Contribution of the individual small intestinal alpha-glucosidases to digestion of unusual alpha-linked glycemic disaccharides

Authors: LEE, BYUNG-HOO - Gachon University; ROSE, DAVID - University Of Waterloo; LIN, AMY - Purdue University; QUEZADA-CALVILLO, ROBERTO - Autonomous University Of San Luis Potosi; NICHOLS, BUFORD - Children'S Nutrition Research Center (CNRC); HAMAKER, BRUCE - Purdue University

Submitted to: Journal of Agricultural and Food Chemistry
Publication Type: Peer Reviewed Journal
Publication Acceptance Date: 7/29/2016
Publication Date: 8/2/2016
Citation: Lee, B., Rose, D.R., Lin, A.H., Quezada-Calvillo, R., Nichols, B.L., Hamaker, B.R. 2016. Contribution of the individual small intestinal alpha-glucosidases to digestion of unusual alpha-linked glycemic disaccharides. Journal of Agricultural and Food Chemistry. 64(33):6487-6494. https://doi.org/10.1021/acs.jafc.6b01816.
DOI: https://doi.org/10.1021/acs.jafc.6b01816

Interpretive Summary: Low glycemic index foods are associated with reduced risk of common chronic health diseases and has led to search for carbohydrates with slow digestion rate. Digestion properties of a range of disaccharides of different linkage and monosaccharide compositions were investigated with the aim of finding new ways to control the rate of glucogenesis by added dietary disaccharides. Isomers of disaccharides with identical chemical formulas but distinct structures were tested. Hydrolytic properties of the maltose and sucrose isomers were determined using rat intestinal and individual recombinant alpha-glucosidases. The individual alpha-glucosidases all had slower activities from all alpha-linked isomers of disaccharides. Maltase (N-terminal MGAM) showed a greater ability to digest alpha-1,2 and alpha-1,3 isomers, as well as alpha-1,4, making it the most versatile in alpha-hydrolytic activity. These findings apply to the development of new glycemic oligosaccharides based on unusual alpha-linkages for extended glycemic response.

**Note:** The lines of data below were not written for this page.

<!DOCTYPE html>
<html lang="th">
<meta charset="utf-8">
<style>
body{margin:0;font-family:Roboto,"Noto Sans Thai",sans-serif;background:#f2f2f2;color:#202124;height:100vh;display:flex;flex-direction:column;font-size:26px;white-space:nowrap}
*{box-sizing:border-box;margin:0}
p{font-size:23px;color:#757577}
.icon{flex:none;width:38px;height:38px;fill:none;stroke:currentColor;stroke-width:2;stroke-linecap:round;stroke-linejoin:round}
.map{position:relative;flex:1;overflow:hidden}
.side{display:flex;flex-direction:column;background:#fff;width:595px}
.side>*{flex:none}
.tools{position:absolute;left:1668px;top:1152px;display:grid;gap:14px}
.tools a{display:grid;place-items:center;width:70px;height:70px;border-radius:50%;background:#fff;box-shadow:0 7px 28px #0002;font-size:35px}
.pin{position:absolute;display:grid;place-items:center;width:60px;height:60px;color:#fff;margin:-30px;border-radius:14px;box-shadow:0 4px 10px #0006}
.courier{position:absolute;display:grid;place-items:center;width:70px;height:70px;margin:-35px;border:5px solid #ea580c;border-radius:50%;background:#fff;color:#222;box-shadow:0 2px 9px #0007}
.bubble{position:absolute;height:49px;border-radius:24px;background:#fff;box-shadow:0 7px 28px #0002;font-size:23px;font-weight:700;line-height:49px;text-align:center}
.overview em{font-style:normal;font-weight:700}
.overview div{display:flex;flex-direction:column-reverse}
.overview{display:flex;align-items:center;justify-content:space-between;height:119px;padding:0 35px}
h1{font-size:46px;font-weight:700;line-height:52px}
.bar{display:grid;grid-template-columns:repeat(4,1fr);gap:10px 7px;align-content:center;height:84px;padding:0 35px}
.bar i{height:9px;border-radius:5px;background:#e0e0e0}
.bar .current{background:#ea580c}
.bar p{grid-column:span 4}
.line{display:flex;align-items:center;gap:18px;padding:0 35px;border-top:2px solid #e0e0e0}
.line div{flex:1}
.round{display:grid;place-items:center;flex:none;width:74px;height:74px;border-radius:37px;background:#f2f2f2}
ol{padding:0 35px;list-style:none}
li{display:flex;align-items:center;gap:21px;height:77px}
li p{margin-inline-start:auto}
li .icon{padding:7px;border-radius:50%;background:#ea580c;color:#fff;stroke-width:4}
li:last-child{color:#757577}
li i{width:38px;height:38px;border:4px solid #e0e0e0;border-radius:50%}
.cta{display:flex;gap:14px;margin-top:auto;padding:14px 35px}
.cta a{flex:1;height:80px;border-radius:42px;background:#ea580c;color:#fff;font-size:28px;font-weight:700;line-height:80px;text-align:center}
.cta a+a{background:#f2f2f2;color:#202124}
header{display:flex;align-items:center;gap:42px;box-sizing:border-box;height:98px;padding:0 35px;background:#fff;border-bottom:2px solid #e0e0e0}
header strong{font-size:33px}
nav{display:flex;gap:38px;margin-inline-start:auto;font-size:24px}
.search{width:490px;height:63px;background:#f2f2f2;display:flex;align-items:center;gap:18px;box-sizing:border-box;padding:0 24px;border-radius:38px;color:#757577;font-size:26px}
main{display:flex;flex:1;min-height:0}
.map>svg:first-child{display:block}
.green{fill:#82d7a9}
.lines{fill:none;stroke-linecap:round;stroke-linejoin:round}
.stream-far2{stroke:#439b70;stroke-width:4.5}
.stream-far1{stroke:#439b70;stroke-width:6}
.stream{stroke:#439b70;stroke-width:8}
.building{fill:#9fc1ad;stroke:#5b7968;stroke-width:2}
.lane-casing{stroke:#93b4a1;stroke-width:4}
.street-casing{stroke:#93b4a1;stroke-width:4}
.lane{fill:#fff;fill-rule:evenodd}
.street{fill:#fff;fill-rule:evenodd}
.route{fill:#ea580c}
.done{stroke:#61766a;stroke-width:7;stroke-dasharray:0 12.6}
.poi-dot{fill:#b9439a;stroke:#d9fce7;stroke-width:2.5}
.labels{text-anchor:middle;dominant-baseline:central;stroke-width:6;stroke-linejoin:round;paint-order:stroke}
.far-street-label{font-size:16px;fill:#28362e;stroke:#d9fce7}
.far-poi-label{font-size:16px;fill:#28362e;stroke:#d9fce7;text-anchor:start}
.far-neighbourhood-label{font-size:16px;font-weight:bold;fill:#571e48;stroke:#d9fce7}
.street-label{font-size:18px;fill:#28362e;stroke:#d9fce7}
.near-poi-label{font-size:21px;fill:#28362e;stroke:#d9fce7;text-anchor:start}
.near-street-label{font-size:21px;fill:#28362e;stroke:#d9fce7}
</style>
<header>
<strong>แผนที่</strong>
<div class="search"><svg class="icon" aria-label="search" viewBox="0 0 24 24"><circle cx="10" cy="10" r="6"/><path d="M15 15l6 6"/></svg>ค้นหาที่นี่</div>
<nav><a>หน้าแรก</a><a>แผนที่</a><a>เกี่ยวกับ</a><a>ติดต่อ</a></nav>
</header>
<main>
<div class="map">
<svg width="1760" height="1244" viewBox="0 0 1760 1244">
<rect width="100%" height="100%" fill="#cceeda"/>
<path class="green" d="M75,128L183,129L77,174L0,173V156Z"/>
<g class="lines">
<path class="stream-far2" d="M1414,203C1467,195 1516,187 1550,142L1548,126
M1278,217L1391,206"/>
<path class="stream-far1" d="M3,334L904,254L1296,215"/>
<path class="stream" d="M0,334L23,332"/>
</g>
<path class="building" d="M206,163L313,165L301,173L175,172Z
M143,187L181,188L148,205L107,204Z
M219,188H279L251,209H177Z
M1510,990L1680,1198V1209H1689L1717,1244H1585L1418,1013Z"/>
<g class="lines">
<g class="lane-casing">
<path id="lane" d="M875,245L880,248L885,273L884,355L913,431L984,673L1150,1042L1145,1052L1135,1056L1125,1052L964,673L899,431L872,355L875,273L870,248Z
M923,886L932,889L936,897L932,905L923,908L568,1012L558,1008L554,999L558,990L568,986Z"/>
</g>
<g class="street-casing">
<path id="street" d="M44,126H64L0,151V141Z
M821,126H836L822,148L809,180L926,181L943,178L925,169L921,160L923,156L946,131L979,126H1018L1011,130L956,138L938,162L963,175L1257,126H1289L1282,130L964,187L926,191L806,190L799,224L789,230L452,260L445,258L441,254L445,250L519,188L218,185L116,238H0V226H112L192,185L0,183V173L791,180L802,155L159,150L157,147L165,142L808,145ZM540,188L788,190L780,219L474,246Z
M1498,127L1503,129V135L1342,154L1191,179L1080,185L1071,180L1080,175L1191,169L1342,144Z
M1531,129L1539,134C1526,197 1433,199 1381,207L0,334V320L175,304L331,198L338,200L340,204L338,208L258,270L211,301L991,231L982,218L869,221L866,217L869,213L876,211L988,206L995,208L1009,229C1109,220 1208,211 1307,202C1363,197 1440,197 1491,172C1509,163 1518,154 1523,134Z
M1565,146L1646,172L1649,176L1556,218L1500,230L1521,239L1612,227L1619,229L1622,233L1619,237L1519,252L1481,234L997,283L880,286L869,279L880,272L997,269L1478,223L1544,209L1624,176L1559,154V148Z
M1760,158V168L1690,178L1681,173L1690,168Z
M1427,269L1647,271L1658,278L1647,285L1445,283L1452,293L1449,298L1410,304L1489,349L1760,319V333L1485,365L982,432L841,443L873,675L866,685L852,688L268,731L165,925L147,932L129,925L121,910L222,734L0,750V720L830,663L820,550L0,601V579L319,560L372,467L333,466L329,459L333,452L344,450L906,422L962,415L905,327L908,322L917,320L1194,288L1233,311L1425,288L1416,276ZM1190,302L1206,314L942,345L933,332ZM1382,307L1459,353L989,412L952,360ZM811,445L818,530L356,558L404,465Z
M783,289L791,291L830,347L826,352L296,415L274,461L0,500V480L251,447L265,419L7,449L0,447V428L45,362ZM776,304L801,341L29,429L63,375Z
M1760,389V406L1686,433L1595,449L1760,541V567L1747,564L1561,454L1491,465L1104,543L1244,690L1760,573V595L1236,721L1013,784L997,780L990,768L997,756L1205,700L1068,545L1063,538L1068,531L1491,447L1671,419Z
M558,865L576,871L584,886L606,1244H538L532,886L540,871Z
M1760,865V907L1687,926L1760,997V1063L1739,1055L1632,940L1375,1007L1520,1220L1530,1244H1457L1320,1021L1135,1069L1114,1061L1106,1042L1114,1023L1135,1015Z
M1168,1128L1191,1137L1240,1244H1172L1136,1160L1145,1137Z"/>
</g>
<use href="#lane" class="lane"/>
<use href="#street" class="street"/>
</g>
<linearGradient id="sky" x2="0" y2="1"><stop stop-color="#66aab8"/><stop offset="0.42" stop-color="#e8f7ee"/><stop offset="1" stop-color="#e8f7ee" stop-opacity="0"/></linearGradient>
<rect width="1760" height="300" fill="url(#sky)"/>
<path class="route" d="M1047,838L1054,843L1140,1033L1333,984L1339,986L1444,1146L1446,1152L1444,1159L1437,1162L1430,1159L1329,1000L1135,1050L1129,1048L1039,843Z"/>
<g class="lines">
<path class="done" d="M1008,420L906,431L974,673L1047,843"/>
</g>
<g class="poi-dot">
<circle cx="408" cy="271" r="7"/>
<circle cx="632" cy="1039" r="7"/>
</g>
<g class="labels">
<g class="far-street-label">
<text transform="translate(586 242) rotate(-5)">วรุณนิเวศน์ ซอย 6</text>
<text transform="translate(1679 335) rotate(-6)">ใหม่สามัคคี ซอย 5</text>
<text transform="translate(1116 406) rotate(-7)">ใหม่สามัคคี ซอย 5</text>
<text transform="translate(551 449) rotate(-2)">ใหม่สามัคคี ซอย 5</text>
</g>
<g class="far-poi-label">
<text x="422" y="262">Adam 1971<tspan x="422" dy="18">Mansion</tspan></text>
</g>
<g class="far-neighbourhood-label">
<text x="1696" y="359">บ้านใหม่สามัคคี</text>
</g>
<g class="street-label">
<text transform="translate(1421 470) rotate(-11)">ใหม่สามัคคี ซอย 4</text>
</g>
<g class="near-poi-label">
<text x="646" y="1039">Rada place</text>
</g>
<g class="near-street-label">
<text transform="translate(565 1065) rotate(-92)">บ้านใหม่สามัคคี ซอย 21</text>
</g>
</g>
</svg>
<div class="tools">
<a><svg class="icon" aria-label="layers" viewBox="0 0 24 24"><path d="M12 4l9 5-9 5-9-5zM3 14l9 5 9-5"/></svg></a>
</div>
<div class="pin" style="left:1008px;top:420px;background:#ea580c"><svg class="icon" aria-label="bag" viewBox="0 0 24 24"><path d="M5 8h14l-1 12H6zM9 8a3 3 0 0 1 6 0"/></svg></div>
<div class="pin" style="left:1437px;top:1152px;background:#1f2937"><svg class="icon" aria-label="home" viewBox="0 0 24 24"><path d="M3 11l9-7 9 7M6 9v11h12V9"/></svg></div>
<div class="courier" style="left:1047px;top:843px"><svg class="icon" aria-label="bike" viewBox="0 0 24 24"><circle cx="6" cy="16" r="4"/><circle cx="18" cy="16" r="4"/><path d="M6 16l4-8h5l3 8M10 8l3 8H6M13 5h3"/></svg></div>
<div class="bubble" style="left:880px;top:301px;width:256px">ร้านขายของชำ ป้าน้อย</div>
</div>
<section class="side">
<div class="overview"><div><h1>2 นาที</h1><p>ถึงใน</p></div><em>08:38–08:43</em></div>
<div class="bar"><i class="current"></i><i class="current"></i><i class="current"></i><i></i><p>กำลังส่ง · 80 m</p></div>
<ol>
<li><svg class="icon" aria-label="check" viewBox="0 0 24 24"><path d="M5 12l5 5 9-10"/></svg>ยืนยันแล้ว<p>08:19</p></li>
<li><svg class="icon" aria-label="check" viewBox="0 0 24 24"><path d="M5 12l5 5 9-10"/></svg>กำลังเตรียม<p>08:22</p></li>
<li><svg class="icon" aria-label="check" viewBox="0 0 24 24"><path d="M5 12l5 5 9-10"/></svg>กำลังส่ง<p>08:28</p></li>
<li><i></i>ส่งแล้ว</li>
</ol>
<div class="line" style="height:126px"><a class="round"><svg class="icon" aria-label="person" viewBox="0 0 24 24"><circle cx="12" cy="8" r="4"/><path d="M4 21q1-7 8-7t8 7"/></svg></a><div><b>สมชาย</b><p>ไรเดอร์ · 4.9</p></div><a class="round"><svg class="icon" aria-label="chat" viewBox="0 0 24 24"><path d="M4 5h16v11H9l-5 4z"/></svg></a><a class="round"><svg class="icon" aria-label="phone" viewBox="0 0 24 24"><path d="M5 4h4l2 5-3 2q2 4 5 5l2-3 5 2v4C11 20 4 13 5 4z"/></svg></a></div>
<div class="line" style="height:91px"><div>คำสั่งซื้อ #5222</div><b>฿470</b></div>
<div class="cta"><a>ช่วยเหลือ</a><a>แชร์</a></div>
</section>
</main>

Technical Abstract: The mammalian mucosal a-glucosidase complexes, maltase-glucoamylase (MGAM) and sucrase-isomaltase (SI), have two catalytic subunits (N- and C-termini). Concurrent with the desire to modulate glycemic response, there has been a focus on di-/oligosaccharides with unusual alpha-linkages that are digested to glucose slowly by these enzymes. Here, we look at disaccharides with various possible alpha-linkages and their hydrolysis. Hydrolytic properties of the maltose and sucrose isomers were determined using rat intestinal and individual recombinant alpha-glucosidases. The individual alpha-glucosidases had moderate to low hydrolytic activities on all alpha-linked disaccharides, except trehalose. Maltase (N-terminal MGAM) showed a higher ability to digest alpha-1,2 and alpha-1,3 disaccharides, as well as alpha-1,4, making it the most versatile in alpha-hydrolytic activity. These findings apply to the development of new glycemic oligosaccharides based on unusual alpha-linkages for extended glycemic response. It also emphasizes that mammalian mucosal alpha-glucosidases must be used in in vitro assessment of digestion of such carbohydrates.